Retype everything in the entries that follow, exactly as shown.
###
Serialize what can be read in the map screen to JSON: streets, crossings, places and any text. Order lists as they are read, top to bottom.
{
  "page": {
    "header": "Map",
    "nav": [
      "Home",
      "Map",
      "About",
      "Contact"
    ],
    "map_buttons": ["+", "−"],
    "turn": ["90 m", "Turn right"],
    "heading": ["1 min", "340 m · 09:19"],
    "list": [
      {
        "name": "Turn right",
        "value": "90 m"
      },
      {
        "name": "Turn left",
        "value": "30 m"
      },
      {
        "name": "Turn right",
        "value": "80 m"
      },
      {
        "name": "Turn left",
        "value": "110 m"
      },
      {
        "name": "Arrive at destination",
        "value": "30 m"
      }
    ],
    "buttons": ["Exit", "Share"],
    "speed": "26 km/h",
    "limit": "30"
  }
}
###
## Response to this exercise
Serialize what can be read in the map screen to JSON: streets, crossings, places and any text. Order lists as they are read, top to bottom.
{
  "page": {
    "header": "Map",
    "nav": [
      "Home",
      "Map",
      "About",
      "Contact"
    ],
    "map_buttons": ["+", "−"],
    "turn": ["90 m", "Turn right"],
    "heading": ["1 min", "340 m · 09:19"],
    "list": [
      {
        "name": "Turn right",
        "value": "90 m"
      },
      {
        "name": "Turn left",
        "value": "30 m"
      },
      {
        "name": "Turn right",
        "value": "80 m"
      },
      {
        "name": "Turn left",
        "value": "110 m"
      },
      {
        "name": "Arrive at destination",
        "value": "30 m"
      }
    ],
    "buttons": ["Exit", "Share"],
    "speed": "26 km/h",
    "limit": "30"
  }
}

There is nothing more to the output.